Practice using the cluster! Choose one of the examples below:

Graphic showing a tiger sending commands to the cluster (server in Princeton's data center) and the cluster sending the output of your commands back

Example 1: Run LAMMPS on adroit:

LAMMPS is used to simulate and analyze atom and molecule movements.

This sample job will result in the creation of this cool visualization!

Our first focus is going to be getting on the cluster. This will allow us to run our program on adroit (aka: one of the clusters)

$ ssh <YourUserID>@adroit.princeton.edu

Create a directory

$ mkdir lammps.ex
$ cd lammps.ex

Download LAMMPS

$ pwd
/home/<YourUserID>/lammps.ex

$ wget https://raw.githubusercontent.com/PrincetonUniversity/install_lammps/master/01_installing/ins/adroit/lammps_mixed_prec_adroit_gpu_a100.sh

...

Execute the LAMMPS installation script and save the installation output to the “install_lammps.log” file. (This will also cause the output to be displayed onto the terminal in real time.)

$ bash lammps_mixed_prec_adroit_gpu_a100.sh | tee install_lammps.log

...

Let’s choose an example input “melt” to use for our test job. It is helpful to move this file into our build directory

$ mv .....

Now navigate to the build folder

$ cd build

Execute the MakeFile, which will compile your code

$ make all

...

Now we are going to create a slurm file — this file will help us run our program!

$ touch slurm.run

Open the file so that we can edit it

$ nano slurm.run

Below is a slurm file that will run your code — when using different inputs it’s important to change the nodes, ntasks, cpus per task, time, and more. For more information on how to create slurm files, click here.

Copy and paste this text into slurm.run, replace “<YourNetID>”

#!/bin/bash

####### --clusters=adroit            # Select which system(s) to use
##BATCH --account=blah
##BATCH --partition=all
####### --reservation=blah
####### --partition=main             # Partition (job queue)
##BATCH --requeue                    # Return job to the queue if preempted
#SBATCH --job-name=badidea           # Assign an short name to your job
#SBATCH --nodes=1                    # Number of nodes you require
#SBATCH --ntasks=8                   # Total # of tasks across all nodes
#SBATCH --cpus-per-task=1            # Cores per task (>1 if multithread tasks)
#SBATCH --mem-per-cpu=4G                     # Real memory (RAM) required per node
#SBATCH --time=15:00                 # Total run time limit (DD-HH:MM:SS)
#SBATCH --output=slurm.%N.%j.out     # STDOUT file for SLURM output
#SBATCH --mail-type=end
#SBATCH --mail-user=<YourNetID>@princeton.edu

## Environment settings needed for this job
module purge
module load intel/19.1.1.217
module load intel-mpi/intel/2019.7
export OMP_NUM_THREADS=$SLURM_CPUS_PER_TASK

## Run the job
srun $HOME/.local/bin/lmp_adroit -in in.melt

Notice that “srun” is what is ultimately executing our program.

Now we will execute LAMMPS. “sbatch” is the command used to submit a job script to Slurm for execution.
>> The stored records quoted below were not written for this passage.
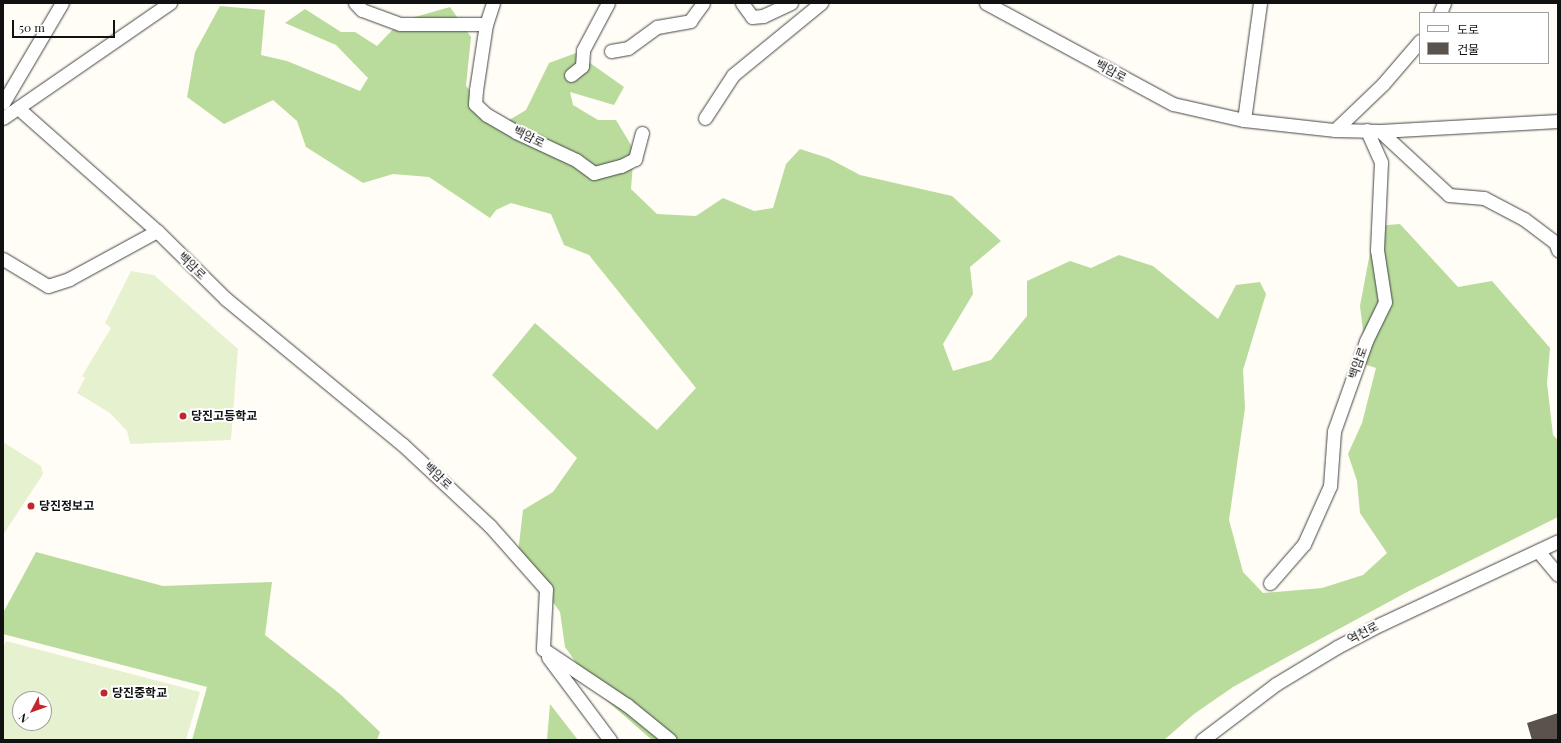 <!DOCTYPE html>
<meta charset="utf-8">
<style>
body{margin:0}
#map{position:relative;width:1561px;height:743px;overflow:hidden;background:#fffdf5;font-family:"Playfair Display","Noto Sans KR",serif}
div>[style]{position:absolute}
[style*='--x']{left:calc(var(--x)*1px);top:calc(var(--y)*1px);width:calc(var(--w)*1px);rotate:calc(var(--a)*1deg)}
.forest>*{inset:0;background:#b9dc9c}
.pitch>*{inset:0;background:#e6f2cf}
.building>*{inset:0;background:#5a524d}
.roads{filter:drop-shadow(0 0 1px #444) drop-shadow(0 0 1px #444)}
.minor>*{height:13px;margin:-6.5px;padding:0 6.5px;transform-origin:6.5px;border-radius:6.5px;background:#fff}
.dots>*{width:11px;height:11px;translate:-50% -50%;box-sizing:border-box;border:2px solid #fff;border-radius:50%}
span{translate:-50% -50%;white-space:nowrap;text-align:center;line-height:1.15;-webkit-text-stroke:4px #fff;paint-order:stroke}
.street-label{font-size:12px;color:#111}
.poi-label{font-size:12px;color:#111;font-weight:700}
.left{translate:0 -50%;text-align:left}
.frame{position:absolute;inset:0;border:4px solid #111;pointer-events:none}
.legend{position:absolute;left:1419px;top:12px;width:130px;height:52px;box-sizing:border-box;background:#fff;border:1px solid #a0a0a0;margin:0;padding:5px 7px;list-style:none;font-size:12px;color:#111}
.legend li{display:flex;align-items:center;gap:8px;height:20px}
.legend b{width:20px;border:1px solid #a0a0a0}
.north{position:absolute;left:12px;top:691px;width:40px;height:40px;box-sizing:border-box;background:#fff;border:1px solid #a0a0a0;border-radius:50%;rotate:229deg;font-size:11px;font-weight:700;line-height:16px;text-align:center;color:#111}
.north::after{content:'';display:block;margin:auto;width:14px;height:18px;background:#c4262e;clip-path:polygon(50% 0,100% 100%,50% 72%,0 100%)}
.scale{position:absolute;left:12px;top:20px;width:103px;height:18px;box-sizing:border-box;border:2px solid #111;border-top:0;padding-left:5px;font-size:12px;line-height:14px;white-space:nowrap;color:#111;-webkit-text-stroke:3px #fff;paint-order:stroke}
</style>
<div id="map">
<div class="forest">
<div style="clip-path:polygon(220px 6px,265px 10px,261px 55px,287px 61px,360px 91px,368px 78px,336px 45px,285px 23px,305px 9px,341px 32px,355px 32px,377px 46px,401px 21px,450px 7px,471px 37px,466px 86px,501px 125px,526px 110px,549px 63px,576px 53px,624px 87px,614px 105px,570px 92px,573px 105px,598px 120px,616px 120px,634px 150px,631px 189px,657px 214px,696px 216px,723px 198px,754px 211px,773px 208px,786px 164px,800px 149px,828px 158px,860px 175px,952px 196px,1001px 241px,970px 267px,973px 294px,943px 344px,953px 371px,991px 360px,1027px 316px,1027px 281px,1070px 261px,1091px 268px,1119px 255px,1153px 266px,1218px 319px,1236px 285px,1260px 282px,1266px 294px,1243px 370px,1245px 408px,1229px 520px,1243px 572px,1263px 593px,1322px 588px,1363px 575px,1387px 553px,1360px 513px,1357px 481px,1348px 454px,1362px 423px,1376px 368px,1355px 361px,1363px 330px,1360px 306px,1375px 226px,1400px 224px,1458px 287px,1492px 281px,1550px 348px,1547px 383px,1553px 435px,1558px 440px,1558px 517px,1409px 591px,1287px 657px,1233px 687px,1194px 714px,1164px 740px,652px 740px,597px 692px,565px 647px,560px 612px,518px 553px,523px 510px,553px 492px,577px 458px,492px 375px,535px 323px,657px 430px,696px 388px,589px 255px,564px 245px,551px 214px,511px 203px,496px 210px,490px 218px,429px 177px,393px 174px,363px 183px,306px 147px,297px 121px,273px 100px,224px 124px,187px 97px,195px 52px)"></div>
<div style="clip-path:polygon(36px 552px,163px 586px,272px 582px,265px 635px,340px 694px,380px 732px,377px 740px,192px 740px,207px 687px,3px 634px,3px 613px)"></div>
<div style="clip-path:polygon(550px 704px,578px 740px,547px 740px)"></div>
</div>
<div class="pitch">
<div style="clip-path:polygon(131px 271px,154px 275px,238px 349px,231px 440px,130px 444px,127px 431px,110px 413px,77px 393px,85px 378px,82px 376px,111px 328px,105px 323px)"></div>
<div style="clip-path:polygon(3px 442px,41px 466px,43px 474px,3px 535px)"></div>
<div style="clip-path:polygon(evenodd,6px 641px,200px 692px,186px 740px,3px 740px,3px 648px,6px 641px,20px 699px,44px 699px,44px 723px,20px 723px,20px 699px)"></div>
</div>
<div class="building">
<div style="clip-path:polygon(1558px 713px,1558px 740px,1532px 740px,1527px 723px)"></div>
</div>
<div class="roads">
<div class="minor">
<div style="--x:355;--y:3;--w:10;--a:45"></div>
<div style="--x:362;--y:10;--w:40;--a:20.2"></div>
<div style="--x:400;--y:24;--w:86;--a:0"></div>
<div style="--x:493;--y:3;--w:22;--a:108"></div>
<div style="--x:486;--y:24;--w:67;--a:98.6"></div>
<div style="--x:476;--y:90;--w:14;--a:94"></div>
<div style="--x:475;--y:104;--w:16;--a:43"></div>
<div style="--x:487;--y:115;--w:34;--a:30"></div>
<div style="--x:516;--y:132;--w:66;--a:25"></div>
<div style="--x:576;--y:160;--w:22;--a:36"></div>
<div style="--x:594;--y:173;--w:28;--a:-15"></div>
<div style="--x:621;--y:166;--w:16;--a:-27"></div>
<div style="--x:635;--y:159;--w:27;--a:-75"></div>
<div style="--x:742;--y:3;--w:17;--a:54"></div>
<div style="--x:752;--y:17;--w:11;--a:-5"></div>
<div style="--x:763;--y:16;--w:31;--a:-25"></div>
<div style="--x:986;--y:3;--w:213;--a:28.4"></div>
<div style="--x:1173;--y:104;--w:73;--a:12.7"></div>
<div style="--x:1244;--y:120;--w:92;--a:6.3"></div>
<div style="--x:1335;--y:130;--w:45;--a:1.3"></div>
<div style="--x:1380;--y:131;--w:178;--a:-3.2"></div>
<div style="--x:1440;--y:13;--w:11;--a:-68"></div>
<div style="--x:611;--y:51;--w:17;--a:-10"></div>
<div style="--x:628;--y:48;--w:36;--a:-36"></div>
<div style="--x:657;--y:27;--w:34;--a:-10"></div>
<div style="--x:690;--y:21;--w:22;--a:-54"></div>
<div style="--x:571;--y:75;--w:14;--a:-39"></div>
<div style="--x:582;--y:66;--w:16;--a:-86"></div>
<div style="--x:583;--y:50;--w:53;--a:-62"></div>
<div style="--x:3;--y:103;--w:116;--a:-59.5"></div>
<div style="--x:18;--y:108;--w:186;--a:41.5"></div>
<div style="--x:157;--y:231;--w:97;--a:44.6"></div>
<div style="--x:226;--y:299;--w:228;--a:39.5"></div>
<div style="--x:402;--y:444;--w:120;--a:43"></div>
<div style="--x:490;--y:526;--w:84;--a:48.4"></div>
<div style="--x:546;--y:589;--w:60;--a:92.9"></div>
<div style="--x:3;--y:118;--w:203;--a:-34.6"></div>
<div style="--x:705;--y:118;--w:51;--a:-56.9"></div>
<div style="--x:733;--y:75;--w:114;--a:-39.3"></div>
<div style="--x:1244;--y:120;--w:118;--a:-82.2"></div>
<div style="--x:1335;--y:130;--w:66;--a:-43.8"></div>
<div style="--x:1383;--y:84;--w:57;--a:-49.3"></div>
<div style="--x:1380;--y:131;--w:94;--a:42.8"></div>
<div style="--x:1449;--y:195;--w:35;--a:5"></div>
<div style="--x:1484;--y:198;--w:45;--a:27.7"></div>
<div style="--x:1524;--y:219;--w:39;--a:37"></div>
<div style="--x:1555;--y:242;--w:9;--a:69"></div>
<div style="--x:3;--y:259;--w:52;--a:31"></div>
<div style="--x:48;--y:286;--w:22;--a:-18"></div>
<div style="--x:69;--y:279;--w:100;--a:-28.6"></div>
<div style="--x:1538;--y:551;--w:31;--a:50"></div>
<div style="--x:1270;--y:583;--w:52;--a:-48.9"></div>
<div style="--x:1304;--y:544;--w:64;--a:-65.9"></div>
<div style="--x:1330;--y:486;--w:55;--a:-85.8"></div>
<div style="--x:1334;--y:431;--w:96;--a:-70.4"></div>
<div style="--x:1366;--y:341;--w:43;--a:-64"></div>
<div style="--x:1385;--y:302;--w:53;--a:-98.7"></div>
<div style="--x:1377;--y:250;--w:88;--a:-87.4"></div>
<div style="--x:1381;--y:162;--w:35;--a:-114"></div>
<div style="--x:543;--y:649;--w:101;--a:33.7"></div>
<div style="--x:627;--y:705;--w:55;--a:39.1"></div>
<div style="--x:548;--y:657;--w:104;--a:53.2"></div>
<div style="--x:1202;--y:740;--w:93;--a:-37.1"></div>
<div style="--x:1276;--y:684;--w:71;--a:-31.2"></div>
<div style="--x:1337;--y:647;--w:50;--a:-27.6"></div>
<div style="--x:1381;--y:624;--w:195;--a:-25.1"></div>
</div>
</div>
<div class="dots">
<div style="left:183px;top:416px;background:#c4262e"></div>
<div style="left:31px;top:506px;background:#c4262e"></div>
<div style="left:104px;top:693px;background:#c4262e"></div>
</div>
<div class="street-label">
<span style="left:1111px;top:71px;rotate:28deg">백암로</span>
<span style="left:529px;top:137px;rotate:26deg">백암로</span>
<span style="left:192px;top:266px;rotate:44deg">백암로</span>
<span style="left:1358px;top:363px;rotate:-71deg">백암로</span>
<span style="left:438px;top:476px;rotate:43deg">백암로</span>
<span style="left:1363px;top:633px;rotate:-28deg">역천로</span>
</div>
<div class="poi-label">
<span class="left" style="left:191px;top:416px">당진고등학교</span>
<span class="left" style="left:39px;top:506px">당진정보고</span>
<span class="left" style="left:112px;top:693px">당진중학교</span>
</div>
<div class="frame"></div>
<ul class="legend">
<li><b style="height:5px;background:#fff"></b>도로</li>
<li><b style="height:11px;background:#5a524d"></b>건물</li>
</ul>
<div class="north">N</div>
<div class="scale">50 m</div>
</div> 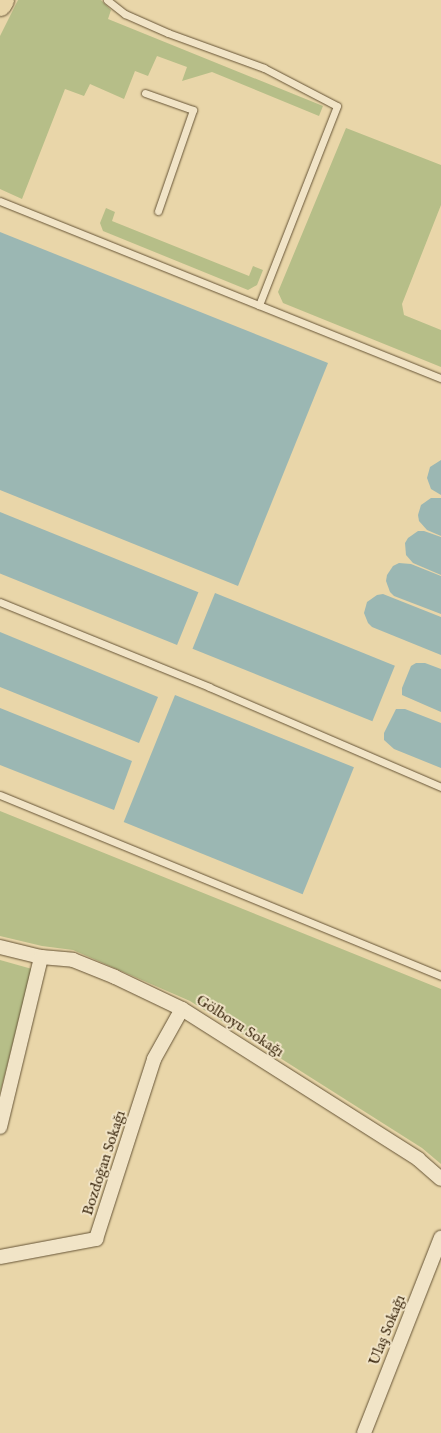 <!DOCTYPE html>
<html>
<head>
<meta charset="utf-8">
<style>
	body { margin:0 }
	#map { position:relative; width:441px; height:1433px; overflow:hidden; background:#e9d6a9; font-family:"IM FELL English",serif }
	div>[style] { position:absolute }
	.green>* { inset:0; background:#b6be88 }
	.water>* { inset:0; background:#9bb7b3; transform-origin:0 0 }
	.roads { filter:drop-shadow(0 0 1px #665436) drop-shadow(0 0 1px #665436) }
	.service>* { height:7px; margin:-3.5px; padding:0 3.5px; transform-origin:3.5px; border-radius:3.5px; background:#f1e4c7 }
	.minor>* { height:14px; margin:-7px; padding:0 7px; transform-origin:7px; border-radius:7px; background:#f1e4c7 }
	.primary>* { height:21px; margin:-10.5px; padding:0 10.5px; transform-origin:10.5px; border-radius:10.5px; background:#e9d6a9 }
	span { translate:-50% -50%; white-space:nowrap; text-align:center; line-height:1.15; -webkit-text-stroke:4px #f1e4c7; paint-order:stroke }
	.street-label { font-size:15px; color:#3b280f }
</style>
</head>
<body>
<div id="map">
	<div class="green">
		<div style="clip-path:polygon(18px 0,101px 0,111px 10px,108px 19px,323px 106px,319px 116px,212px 72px,182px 81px,187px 67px,157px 56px,148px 76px,135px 71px,124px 99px,90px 84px,84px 96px,65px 89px,22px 199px,0 189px,0 36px)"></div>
		<div style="clip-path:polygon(346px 128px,441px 165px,441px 205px,402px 304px,404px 315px,441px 330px,441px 367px,283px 303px,278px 292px)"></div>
		<div style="clip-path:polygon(106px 208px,115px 212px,112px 221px,249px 276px,253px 266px,263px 270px,257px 285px,248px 290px,103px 231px,100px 223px)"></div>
		<div style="clip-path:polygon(0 811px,441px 989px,441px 1164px,422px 1148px,190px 1001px,73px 950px,42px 946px,0 936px)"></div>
		<div style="clip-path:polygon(0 960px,32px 969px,0 1093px)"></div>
	</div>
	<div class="water">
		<div style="clip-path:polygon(0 232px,328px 363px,238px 586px,0 490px)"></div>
		<div style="clip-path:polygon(441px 460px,441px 495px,431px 489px,427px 478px,430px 467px)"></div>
		<div style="clip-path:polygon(431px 498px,441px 498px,441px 536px,427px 530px,419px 521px,418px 515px,421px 505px)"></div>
		<div style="left:0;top:512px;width:214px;height:57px;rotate:22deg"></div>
		<div style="clip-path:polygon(418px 531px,424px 531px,441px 537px,441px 575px,413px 563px,406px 555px,405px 543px,408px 538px)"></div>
		<div style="clip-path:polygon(399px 563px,411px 564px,441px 576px,441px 614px,394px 596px,390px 592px,386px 581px,387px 575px,393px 566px)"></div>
		<div style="left:215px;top:593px;width:194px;height:60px;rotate:22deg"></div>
		<div style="clip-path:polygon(383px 594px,441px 617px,441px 655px,372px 627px,368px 623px,364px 613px,367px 602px,377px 595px)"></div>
		<div style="clip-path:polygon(0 632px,158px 697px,139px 743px,0 687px)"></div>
		<div style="clip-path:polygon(416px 663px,425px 663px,441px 669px,441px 712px,402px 695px,402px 688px,411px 666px)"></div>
		<div style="left:175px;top:695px;width:193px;height:137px;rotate:22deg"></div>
		<div style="clip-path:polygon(0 708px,132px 761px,114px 810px,0 765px)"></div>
		<div style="clip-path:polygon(396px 709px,405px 709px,441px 723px,441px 768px,394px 749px,384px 740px,384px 733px)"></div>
	</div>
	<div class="roads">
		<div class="service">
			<div style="left:107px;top:0;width:23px;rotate:38deg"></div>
			<div style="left:125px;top:14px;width:47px;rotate:23.8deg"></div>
			<div style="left:168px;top:33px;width:102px;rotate:20deg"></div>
			<div style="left:264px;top:68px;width:82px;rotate:27.5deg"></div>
			<div style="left:337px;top:106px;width:214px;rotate:111.4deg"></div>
			<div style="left:145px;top:93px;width:51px;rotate:19.5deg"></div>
			<div style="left:193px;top:110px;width:107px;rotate:109.1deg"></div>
			<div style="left:0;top:201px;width:475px;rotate:21.9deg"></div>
			<div style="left:0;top:602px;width:226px;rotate:22.1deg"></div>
			<div style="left:209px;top:687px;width:253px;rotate:23.3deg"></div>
			<div style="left:0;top:795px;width:477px;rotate:22.3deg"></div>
		</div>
		<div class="minor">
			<div style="left:0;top:947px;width:42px;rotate:13.7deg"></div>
			<div style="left:41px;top:957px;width:32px;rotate:5deg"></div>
			<div style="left:73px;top:960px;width:45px;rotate:22deg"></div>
			<div style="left:115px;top:977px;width:74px;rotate:25.5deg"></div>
			<div style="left:182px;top:1009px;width:280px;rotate:32.4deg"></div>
			<div style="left:418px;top:1159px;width:30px;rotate:41deg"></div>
			<div style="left:0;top:1127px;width:175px;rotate:-76.4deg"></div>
			<div style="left:0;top:1257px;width:98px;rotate:-10.6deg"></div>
			<div style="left:96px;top:1239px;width:189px;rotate:-72.1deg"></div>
			<div style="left:154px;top:1059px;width:57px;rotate:-60.8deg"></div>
			<div style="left:364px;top:1433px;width:210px;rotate:-68.5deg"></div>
		</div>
		<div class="primary">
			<div style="left:0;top:5px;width:6px;rotate:-59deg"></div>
		</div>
	</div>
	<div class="street-label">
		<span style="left:240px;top:1026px;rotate:33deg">Gölboyu Sokağı</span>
		<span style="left:104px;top:1163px;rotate:-72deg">Bozdoğan Sokağı</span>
		<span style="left:387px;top:1330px;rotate:-68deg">Ulaş Sokağı</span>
	</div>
</div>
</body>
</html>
It is followed by the name of the script you want to submit, in this case, “slurm.run.

$ sbatch slurm.run

This specific job will take about 25 minutes to run. To verify that your job is running you can run the command:

$ squeue -u <YourNetID>


...
[am3949@adroit5 build]$ squeue -u am3949
             JOBID PARTITION     NAME     USER ST       TIME  NODES NODELIST(REASON)
           1825257       gpu  lmpmltx   <YourUserID>  R       0:26      1 adroit-h11g2

We know that our job is running because we can see an “R” symbol under our RT status column.

While we’re waiting on our output let’s run some commands to take a closer look at our job’s performance.

First connect directly to the node where the job is running and verify it’s running in parallel.

$ ssh adroit-h11g2                  #connect to the node
$ top -u <YourUserID>               #verify the job is running in parallel

Now you will see a new output file in your build folder

$ ls

.. #add all files here

View your file by using the more command

$ more slurm-<NumberShown>

It’s really important when running your own jobs that you optimize your slurm file to run efficiently on the cluster. This command will give you data on how fast your program ran. This can be used to compare with different slurm configurations.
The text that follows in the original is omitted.